Confirmation
Confirmation is a Christian sacrament or rite of initiation that signifies the strengthening and deepening of a believer's faith. In many Christian denominations, confirmation is seen as a continuation of the process begun at baptism, where the individual receives the Holy Spirit in a more profound and personal way. Typically, it involves the laying on of hands by a bishop or priest, accompanied by prayers for the Holy Spirit to empower the confirmand with spiritual gifts and strengthen their commitment to the Christian faith.
Getting confirmed in the Christian faith is a significant step for several reasons:
Strengthening Your Faith: Confirmation deepens and strengthens your commitment to the Christian faith, solidifying the beliefs and values you hold.
Receiving the Holy Spirit: Through confirmation, you receive the Holy Spirit in a special way, empowering you with spiritual gifts to live out your faith more fully and confidently.
Completing Christian Initiation: Confirmation, along with baptism and Eucharist, completes your full initiation into the Christian community, marking your readiness to participate fully in the life and sacraments of the church.

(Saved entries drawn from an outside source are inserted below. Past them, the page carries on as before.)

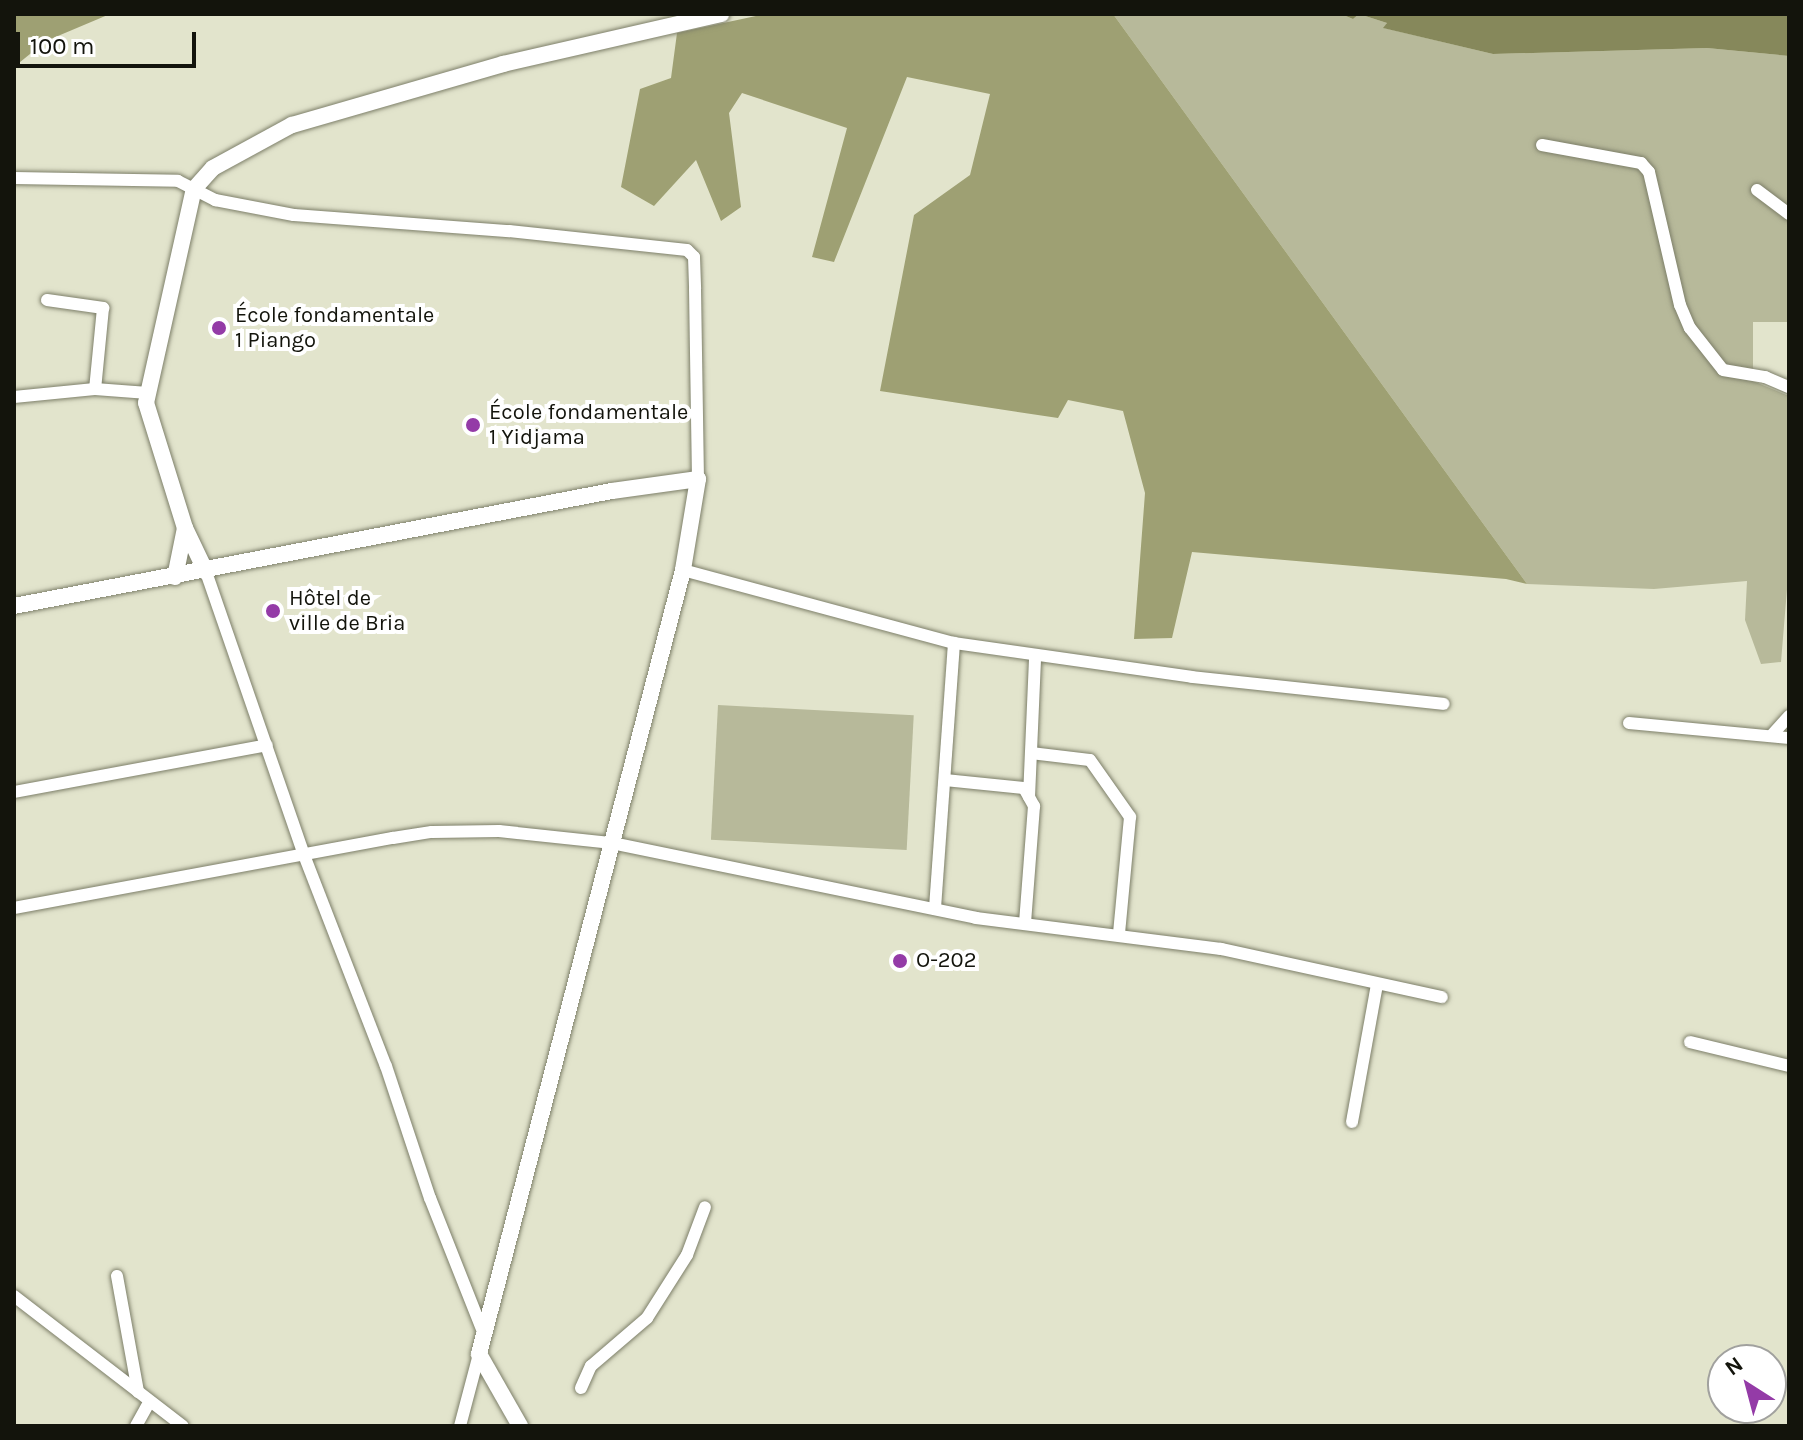 <!DOCTYPE html>
<html>
<head>
<meta charset="utf-8">
<style>
  body { margin:0 }
  #map { position:relative; width:1803px; height:1440px; overflow:hidden; background:#e2e4cc; font-family:Karla,sans-serif }
  div>[style] { position:absolute }
  .green>* { inset:0; background:#b7b99a; transform-origin:0 0 }
  .forest>* { inset:0; background:#9ea073 }
  .water>* { inset:0; background:#86885b }
  .roads { filter:drop-shadow(0 0 2px #7d7f69) drop-shadow(0 0 2px #7d7f69) }
  .minor>* { height:12px; margin:-6px; padding:0 6px; transform-origin:6px; border-radius:6px; background:#fff }
  .major>* { height:16px; margin:-8px; padding:0 8px; transform-origin:8px; border-radius:8px; background:#fff }
  .dots>* { width:22px; height:22px; translate:-50% -50%; box-sizing:border-box; border:4px solid #fff; border-radius:50% }
  span { translate:-50% -50%; white-space:nowrap; text-align:center; line-height:1.15; -webkit-text-stroke:8px #fff; paint-order:stroke }
  .poi-label { font-size:22px; color:#13140c }
  .left { translate:0 -50%; text-align:left }
  .frame { position:absolute; inset:0; border:16px solid #13140c; pointer-events:none }
  .north { position:absolute; left:1707px; top:1344px; width:80px; height:80px; box-sizing:border-box; background:#fff; border:2px solid #a1a19e; border-radius:50%; rotate:324deg; font-size:22px; font-weight:700; line-height:32px; text-align:center; color:#13140c }
  .north::after { content:''; display:block; margin:auto; width:28px; height:36px; background:#943ba7; clip-path:polygon(50% 0,100% 100%,50% 72%,0 100%) }
  .scale { position:absolute; left:16px; top:32px; width:180px; height:36px; box-sizing:border-box; border:4px solid #13140c; border-top:0; padding-left:10px; font-size:24px; line-height:28px; white-space:nowrap; color:#13140c; -webkit-text-stroke:6px #fff; paint-order:stroke }
</style>
</head>
<body>
<div id="map">
  <div class="green">
    <div style="clip-path:polygon(1113px 14px,1341px 14px,1353px 19px,1359px 14px,1387px 23px,1384px 28px,1493px 54px,1707px 48px,1789px 56px,1789px 322px,1753px 322px,1753px 381px,1789px 396px,1789px 565px,1781px 662px,1761px 664px,1745px 620px,1747px 581px,1654px 589px,1527px 584px)"></div>
    <div style="left:718px;top:705px;width:196px;height:135px;rotate:3deg"></div>
  </div>
  <div class="forest">
    <div style="clip-path:polygon(14px 14px,110px 14px,46px 41px,14px 67px)"></div>
    <div style="clip-path:polygon(765px 14px,1113px 14px,1527px 584px,1506px 579px,1192px 552px,1172px 638px,1134px 639px,1145px 493px,1123px 411px,1068px 400px,1058px 418px,880px 391px,914px 215px,970px 175px,990px 94px,907px 77px,834px 262px,812px 257px,847px 128px,742px 93px,729px 113px,741px 207px,721px 221px,696px 160px,654px 206px,621px 187px,640px 89px,671px 78px,677px 33px)"></div>
  </div>
  <div class="water">
    <div style="clip-path:polygon(1341px 14px,1789px 14px,1789px 56px,1707px 48px,1493px 54px,1383px 28px,1387px 23px,1359px 14px,1353px 19px)"></div>
  </div>
  <div class="roads">
    <div class="minor">
      <div style="left:1542px;top:145px;width:101px;rotate:10.3deg"></div>
      <div style="left:1641px;top:163px;width:12px;rotate:48deg"></div>
      <div style="left:1649px;top:172px;width:137px;rotate:76.9deg"></div>
      <div style="left:1680px;top:305px;width:25px;rotate:67deg"></div>
      <div style="left:1690px;top:328px;width:53px;rotate:51.8deg"></div>
      <div style="left:1723px;top:370px;width:43px;rotate:9.5deg"></div>
      <div style="left:1765px;top:377px;width:26px;rotate:23deg"></div>
      <div style="left:14px;top:178px;width:164px;rotate:1deg"></div>
      <div style="left:178px;top:181px;width:42px;rotate:27.2deg"></div>
      <div style="left:215px;top:200px;width:80px;rotate:10.8deg"></div>
      <div style="left:294px;top:215px;width:216px;rotate:4.3deg"></div>
      <div style="left:509px;top:231px;width:179px;rotate:6.1deg"></div>
      <div style="left:687px;top:250px;width:10px;rotate:45deg"></div>
      <div style="left:694px;top:257px;width:32px;rotate:88deg"></div>
      <div style="left:695px;top:289px;width:190px;rotate:89.1deg"></div>
      <div style="left:1757px;top:190px;width:40px;rotate:37deg"></div>
      <div style="left:47px;top:300px;width:57px;rotate:8.1deg"></div>
      <div style="left:103px;top:308px;width:81px;rotate:95.6deg"></div>
      <div style="left:14px;top:397px;width:81px;rotate:-5.6deg"></div>
      <div style="left:95px;top:389px;width:53px;rotate:4.3deg"></div>
      <div style="left:683px;top:570px;width:281px;rotate:15.1deg"></div>
      <div style="left:954px;top:643px;width:240px;rotate:8.1deg"></div>
      <div style="left:1192px;top:677px;width:253px;rotate:6.1deg"></div>
      <div style="left:206px;top:572px;width:299px;rotate:70.9deg"></div>
      <div style="left:304px;top:855px;width:226px;rotate:68.8deg"></div>
      <div style="left:386px;top:1066px;width:139px;rotate:71.6deg"></div>
      <div style="left:430px;top:1198px;width:144px;rotate:68.4deg"></div>
      <div style="left:1629px;top:723px;width:161px;rotate:5.4deg"></div>
      <div style="left:1771px;top:736px;width:27px;rotate:-48deg"></div>
      <div style="left:1031px;top:753px;width:59px;rotate:6.8deg"></div>
      <div style="left:1090px;top:760px;width:70px;rotate:54.9deg"></div>
      <div style="left:1130px;top:817px;width:118px;rotate:95.4deg"></div>
      <div style="left:945px;top:780px;width:79px;rotate:5.8deg"></div>
      <div style="left:1024px;top:788px;width:21px;rotate:61deg"></div>
      <div style="left:1034px;top:806px;width:117px;rotate:94.4deg"></div>
      <div style="left:14px;top:792px;width:257px;rotate:-10.5deg"></div>
      <div style="left:1029px;top:797px;width:140px;rotate:-87.5deg"></div>
      <div style="left:14px;top:908px;width:385px;rotate:-10.5deg"></div>
      <div style="left:393px;top:838px;width:39px;rotate:-9deg"></div>
      <div style="left:432px;top:832px;width:67px;rotate:-0.9deg"></div>
      <div style="left:499px;top:831px;width:114px;rotate:6.1deg"></div>
      <div style="left:612px;top:843px;width:372px;rotate:11.6deg"></div>
      <div style="left:976px;top:918px;width:247px;rotate:7.2deg"></div>
      <div style="left:1221px;top:949px;width:226px;rotate:12.3deg"></div>
      <div style="left:935px;top:908px;width:266px;rotate:-85.9deg"></div>
      <div style="left:1690px;top:1042px;width:102px;rotate:13.6deg"></div>
      <div style="left:1352px;top:1122px;width:140px;rotate:-79.7deg"></div>
      <div style="left:117px;top:1276px;width:118px;rotate:79.7deg"></div>
      <div style="left:14px;top:1296px;width:213px;rotate:37.6deg"></div>
      <div style="left:581px;top:1388px;width:24px;rotate:-66deg"></div>
      <div style="left:591px;top:1366px;width:74px;rotate:-40.6deg"></div>
      <div style="left:647px;top:1318px;width:75px;rotate:-57.6deg"></div>
      <div style="left:687px;top:1255px;width:51px;rotate:-69.4deg"></div>
      <div style="left:136px;top:1426px;width:26px;rotate:-61deg"></div>
      <div style="left:460px;top:1426px;width:74px;rotate:-75.2deg"></div>
    </div>
    <div class="major">
      <div style="left:206px;top:572px;width:49px;rotate:-115.5deg"></div>
      <div style="left:185px;top:528px;width:131px;rotate:-107.3deg"></div>
      <div style="left:146px;top:403px;width:219px;rotate:-77.4deg"></div>
      <div style="left:194px;top:189px;width:28px;rotate:-48deg"></div>
      <div style="left:213px;top:168px;width:90px;rotate:-28.6deg"></div>
      <div style="left:292px;top:125px;width:220px;rotate:-16.1deg"></div>
      <div style="left:503px;top:64px;width:224px;rotate:-12.9deg"></div>
      <div style="left:175px;top:577px;width:50px;rotate:-78.5deg"></div>
      <div style="left:14px;top:606px;width:609px;rotate:-10.89deg"></div>
      <div style="left:612px;top:491px;width:87px;rotate:-7.9deg"></div>
      <div style="left:698px;top:479px;width:92px;rotate:99.4deg"></div>
      <div style="left:683px;top:570px;width:810px;rotate:104.59deg"></div>
      <div style="left:479px;top:1354px;width:83px;rotate:60.3deg"></div>
    </div>
  </div>
  <div class="dots">
    <div style="left:219px;top:328px;background:#943ba7"></div>
    <div style="left:473px;top:425px;background:#943ba7"></div>
    <div style="left:273px;top:611px;background:#943ba7"></div>
    <div style="left:900px;top:961px;background:#943ba7"></div>
  </div>
  <div class="poi-label">
    <span class="left" style="left:235px;top:328px">École fondamentale<br>1 Piango</span>
    <span class="left" style="left:489px;top:425px">École fondamentale<br>1 Yidjama</span>
    <span class="left" style="left:289px;top:611px">Hôtel de<br>ville de Bria</span>
    <span class="left" style="left:916px;top:961px">O-202</span>
  </div>
  <div class="frame"></div>
  <div class="north">N</div>
  <div class="scale">100 m</div>
</div>
</body>
</html>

Personal Affirmation: It provides an opportunity to personally affirm the promises made on your behalf during baptism, taking ownership of your faith journey.
Community and Support: Being confirmed connects you more deeply w
For those baptized as infants, confirmation usually takes place when they reach the age of reason or adolescence, symbolizing their personal affirmation of the faith commitments made on their behalf during baptism. In denominations that practice adult baptism, confirmation often occurs shortly after baptism. It marks the individual’s full initiation into the church, enabling them to participate more fully in the life of the Christian community, including receiving the Eucharist and, in some traditions, assuming leadership roles within the church.
“On the other hand, we denounce with righteous indignation and dislike men who are so beguiled and demoralized by the charms of pleasure of the moment, so blinded by desire, that they cannot foresee the pain and trouble that are bound to ensue; and equal blame belongs to those who fail in their duty through weakness of will, which is the same as saying through shrinking from toil and pain. These cases are perfectly simple and easy to distinguish. In a free hour, when our power of choice is untrammelled and when nothing prevents our being able to do what we like best, every pleasure is to be welcomed and every pain avoided. But in certain circumstances and owing to the claims of duty or the obligations of business it will frequently occur that pleasures have to be repudiated and annoyances accepted. The wise man therefore always holds in these matters to this principle of selection: he rejects pleasures to secure other greater pleasures, or else he endures pains to avoid worse pains.”